# Problem to work on
Your response should consist of the records, reproduced exactly.

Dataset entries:
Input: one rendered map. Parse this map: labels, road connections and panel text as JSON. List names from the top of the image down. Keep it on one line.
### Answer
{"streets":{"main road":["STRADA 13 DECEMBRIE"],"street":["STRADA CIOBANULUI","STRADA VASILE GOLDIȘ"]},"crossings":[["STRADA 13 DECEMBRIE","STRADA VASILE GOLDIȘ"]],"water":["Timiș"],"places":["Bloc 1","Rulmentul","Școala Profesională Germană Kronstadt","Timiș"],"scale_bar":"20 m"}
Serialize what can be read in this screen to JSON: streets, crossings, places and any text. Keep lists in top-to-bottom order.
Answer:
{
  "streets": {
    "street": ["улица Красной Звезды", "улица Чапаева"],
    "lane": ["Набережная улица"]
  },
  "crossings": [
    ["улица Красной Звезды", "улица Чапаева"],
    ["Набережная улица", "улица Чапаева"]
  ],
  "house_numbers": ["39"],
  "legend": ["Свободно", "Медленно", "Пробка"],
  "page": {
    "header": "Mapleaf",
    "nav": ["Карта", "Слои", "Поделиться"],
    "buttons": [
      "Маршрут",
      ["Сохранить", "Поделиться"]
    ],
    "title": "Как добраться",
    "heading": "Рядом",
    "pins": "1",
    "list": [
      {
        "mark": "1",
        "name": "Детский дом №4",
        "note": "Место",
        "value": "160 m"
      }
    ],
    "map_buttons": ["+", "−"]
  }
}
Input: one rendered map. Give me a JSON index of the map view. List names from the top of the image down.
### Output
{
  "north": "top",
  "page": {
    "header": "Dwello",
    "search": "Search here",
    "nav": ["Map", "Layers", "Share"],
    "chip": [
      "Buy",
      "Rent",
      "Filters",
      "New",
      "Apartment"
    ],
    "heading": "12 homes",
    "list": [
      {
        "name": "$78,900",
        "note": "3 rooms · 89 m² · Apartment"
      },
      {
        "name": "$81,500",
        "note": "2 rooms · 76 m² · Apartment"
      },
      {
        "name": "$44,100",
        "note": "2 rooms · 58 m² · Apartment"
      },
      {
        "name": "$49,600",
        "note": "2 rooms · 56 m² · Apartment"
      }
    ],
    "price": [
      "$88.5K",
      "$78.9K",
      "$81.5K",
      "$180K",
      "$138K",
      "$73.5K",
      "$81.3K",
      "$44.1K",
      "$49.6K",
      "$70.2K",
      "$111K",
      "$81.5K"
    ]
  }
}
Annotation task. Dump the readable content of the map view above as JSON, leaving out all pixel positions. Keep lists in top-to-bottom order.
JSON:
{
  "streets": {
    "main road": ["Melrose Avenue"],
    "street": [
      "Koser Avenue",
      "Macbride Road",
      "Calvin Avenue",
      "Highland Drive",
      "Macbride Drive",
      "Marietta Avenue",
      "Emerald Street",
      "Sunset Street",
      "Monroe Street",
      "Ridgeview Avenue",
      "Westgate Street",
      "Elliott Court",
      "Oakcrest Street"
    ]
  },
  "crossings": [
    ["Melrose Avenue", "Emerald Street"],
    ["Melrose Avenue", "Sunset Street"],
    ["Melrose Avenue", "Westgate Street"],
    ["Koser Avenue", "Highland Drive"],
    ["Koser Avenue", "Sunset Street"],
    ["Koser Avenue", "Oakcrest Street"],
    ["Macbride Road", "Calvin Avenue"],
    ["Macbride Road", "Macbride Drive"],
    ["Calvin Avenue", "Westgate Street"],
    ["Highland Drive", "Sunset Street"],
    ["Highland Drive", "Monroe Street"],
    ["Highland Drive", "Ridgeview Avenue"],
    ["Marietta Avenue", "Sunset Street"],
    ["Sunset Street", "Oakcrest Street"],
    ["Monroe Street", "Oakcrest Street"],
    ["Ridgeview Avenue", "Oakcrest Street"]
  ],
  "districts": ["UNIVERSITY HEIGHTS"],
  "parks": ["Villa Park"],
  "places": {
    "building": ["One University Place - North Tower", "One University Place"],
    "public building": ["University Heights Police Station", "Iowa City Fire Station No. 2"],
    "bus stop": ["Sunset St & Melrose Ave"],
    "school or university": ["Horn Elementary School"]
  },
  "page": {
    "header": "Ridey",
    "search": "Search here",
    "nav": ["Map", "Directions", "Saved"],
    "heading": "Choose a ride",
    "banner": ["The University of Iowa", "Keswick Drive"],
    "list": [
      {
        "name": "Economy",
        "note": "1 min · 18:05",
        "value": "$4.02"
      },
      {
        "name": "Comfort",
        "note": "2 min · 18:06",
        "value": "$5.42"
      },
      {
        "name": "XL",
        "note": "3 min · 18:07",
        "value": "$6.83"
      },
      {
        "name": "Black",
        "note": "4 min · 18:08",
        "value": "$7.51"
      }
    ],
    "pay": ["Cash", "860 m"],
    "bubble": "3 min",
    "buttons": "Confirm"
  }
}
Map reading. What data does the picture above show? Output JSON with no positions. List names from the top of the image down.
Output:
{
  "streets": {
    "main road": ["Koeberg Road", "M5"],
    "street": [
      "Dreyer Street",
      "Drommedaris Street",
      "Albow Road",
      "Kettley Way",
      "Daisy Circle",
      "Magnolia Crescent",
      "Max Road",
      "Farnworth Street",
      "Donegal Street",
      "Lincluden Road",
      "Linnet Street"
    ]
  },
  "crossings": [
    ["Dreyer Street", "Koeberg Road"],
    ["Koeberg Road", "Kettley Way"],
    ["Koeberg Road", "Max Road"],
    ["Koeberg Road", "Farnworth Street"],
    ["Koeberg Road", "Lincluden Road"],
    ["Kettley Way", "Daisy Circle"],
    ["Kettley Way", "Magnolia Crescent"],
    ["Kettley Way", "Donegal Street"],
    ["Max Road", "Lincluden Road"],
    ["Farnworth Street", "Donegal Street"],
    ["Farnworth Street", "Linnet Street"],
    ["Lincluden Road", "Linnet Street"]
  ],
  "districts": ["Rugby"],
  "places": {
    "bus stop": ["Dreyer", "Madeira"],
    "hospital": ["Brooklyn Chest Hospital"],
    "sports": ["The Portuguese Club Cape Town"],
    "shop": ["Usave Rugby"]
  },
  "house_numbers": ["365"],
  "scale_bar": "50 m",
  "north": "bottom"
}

# Answer box
Input: one rendered map. Parse this map: labels, road connections and panel text as JSON. List names from the top of the image down. Keep it on one line.
### Answer
{"streets":{"main road":["STRADA 13 DECEMBRIE"],"street":["STRADA CIOBANULUI","STRADA VASILE GOLDIȘ"]},"crossings":[["STRADA 13 DECEMBRIE","STRADA VASILE GOLDIȘ"]],"water":["Timiș"],"places":["Bloc 1","Rulmentul","Școala Profesională Germană Kronstadt","Timiș"],"scale_bar":"20 m"}
Serialize what can be read in this screen to JSON: streets, crossings, places and any text. Keep lists in top-to-bottom order.
Answer:
{
  "streets": {
    "street": ["улица Красной Звезды", "улица Чапаева"],
    "lane": ["Набережная улица"]
  },
  "crossings": [
    ["улица Красной Звезды", "улица Чапаева"],
    ["Набережная улица", "улица Чапаева"]
  ],
  "house_numbers": ["39"],
  "legend": ["Свободно", "Медленно", "Пробка"],
  "page": {
    "header": "Mapleaf",
    "nav": ["Карта", "Слои", "Поделиться"],
    "buttons": [
      "Маршрут",
      ["Сохранить", "Поделиться"]
    ],
    "title": "Как добраться",
    "heading": "Рядом",
    "pins": "1",
    "list": [
      {
        "mark": "1",
        "name": "Детский дом №4",
        "note": "Место",
        "value": "160 m"
      }
    ],
    "map_buttons": ["+", "−"]
  }
}
Input: one rendered map. Give me a JSON index of the map view. List names from the top of the image down.
### Output
{
  "north": "top",
  "page": {
    "header": "Dwello",
    "search": "Search here",
    "nav": ["Map", "Layers", "Share"],
    "chip": [
      "Buy",
      "Rent",
      "Filters",
      "New",
      "Apartment"
    ],
    "heading": "12 homes",
    "list": [
      {
        "name": "$78,900",
        "note": "3 rooms · 89 m² · Apartment"
      },
      {
        "name": "$81,500",
        "note": "2 rooms · 76 m² · Apartment"
      },
      {
        "name": "$44,100",
        "note": "2 rooms · 58 m² · Apartment"
      },
      {
        "name": "$49,600",
        "note": "2 rooms · 56 m² · Apartment"
      }
    ],
    "price": [
      "$88.5K",
      "$78.9K",
      "$81.5K",
      "$180K",
      "$138K",
      "$73.5K",
      "$81.3K",
      "$44.1K",
      "$49.6K",
      "$70.2K",
      "$111K",
      "$81.5K"
    ]
  }
}
Annotation task. Dump the readable content of the map view above as JSON, leaving out all pixel positions. Keep lists in top-to-bottom order.
JSON:
{
  "streets": {
    "main road": ["Melrose Avenue"],
    "street": [
      "Koser Avenue",
      "Macbride Road",
      "Calvin Avenue",
      "Highland Drive",
      "Macbride Drive",
      "Marietta Avenue",
      "Emerald Street",
      "Sunset Street",
      "Monroe Street",
      "Ridgeview Avenue",
      "Westgate Street",
      "Elliott Court",
      "Oakcrest Street"
    ]
  },
  "crossings": [
    ["Melrose Avenue", "Emerald Street"],
    ["Melrose Avenue", "Sunset Street"],
    ["Melrose Avenue", "Westgate Street"],
    ["Koser Avenue", "Highland Drive"],
    ["Koser Avenue", "Sunset Street"],
    ["Koser Avenue", "Oakcrest Street"],
    ["Macbride Road", "Calvin Avenue"],
    ["Macbride Road", "Macbride Drive"],
    ["Calvin Avenue", "Westgate Street"],
    ["Highland Drive", "Sunset Street"],
    ["Highland Drive", "Monroe Street"],
    ["Highland Drive", "Ridgeview Avenue"],
    ["Marietta Avenue", "Sunset Street"],
    ["Sunset Street", "Oakcrest Street"],
    ["Monroe Street", "Oakcrest Street"],
    ["Ridgeview Avenue", "Oakcrest Street"]
  ],
  "districts": ["UNIVERSITY HEIGHTS"],
  "parks": ["Villa Park"],
  "places": {
    "building": ["One University Place - North Tower", "One University Place"],
    "public building": ["University Heights Police Station", "Iowa City Fire Station No. 2"],
    "bus stop": ["Sunset St & Melrose Ave"],
    "school or university": ["Horn Elementary School"]
  },
  "page": {
    "header": "Ridey",
    "search": "Search here",
    "nav": ["Map", "Directions", "Saved"],
    "heading": "Choose a ride",
    "banner": ["The University of Iowa", "Keswick Drive"],
    "list": [
      {
        "name": "Economy",
        "note": "1 min · 18:05",
        "value": "$4.02"
      },
      {
        "name": "Comfort",
        "note": "2 min · 18:06",
        "value": "$5.42"
      },
      {
        "name": "XL",
        "note": "3 min · 18:07",
        "value": "$6.83"
      },
      {
        "name": "Black",
        "note": "4 min · 18:08",
        "value": "$7.51"
      }
    ],
    "pay": ["Cash", "860 m"],
    "bubble": "3 min",
    "buttons": "Confirm"
  }
}
Map reading. What data does the picture above show? Output JSON with no positions. List names from the top of the image down.
Output:
{
  "streets": {
    "main road": ["Koeberg Road", "M5"],
    "street": [
      "Dreyer Street",
      "Drommedaris Street",
      "Albow Road",
      "Kettley Way",
      "Daisy Circle",
      "Magnolia Crescent",
      "Max Road",
      "Farnworth Street",
      "Donegal Street",
      "Lincluden Road",
      "Linnet Street"
    ]
  },
  "crossings": [
    ["Dreyer Street", "Koeberg Road"],
    ["Koeberg Road", "Kettley Way"],
    ["Koeberg Road", "Max Road"],
    ["Koeberg Road", "Farnworth Street"],
    ["Koeberg Road", "Lincluden Road"],
    ["Kettley Way", "Daisy Circle"],
    ["Kettley Way", "Magnolia Crescent"],
    ["Kettley Way", "Donegal Street"],
    ["Max Road", "Lincluden Road"],
    ["Farnworth Street", "Donegal Street"],
    ["Farnworth Street", "Linnet Street"],
    ["Lincluden Road", "Linnet Street"]
  ],
  "districts": ["Rugby"],
  "places": {
    "bus stop": ["Dreyer", "Madeira"],
    "hospital": ["Brooklyn Chest Hospital"],
    "sports": ["The Portuguese Club Cape Town"],
    "shop": ["Usave Rugby"]
  },
  "house_numbers": ["365"],
  "scale_bar": "50 m",
  "north": "bottom"
}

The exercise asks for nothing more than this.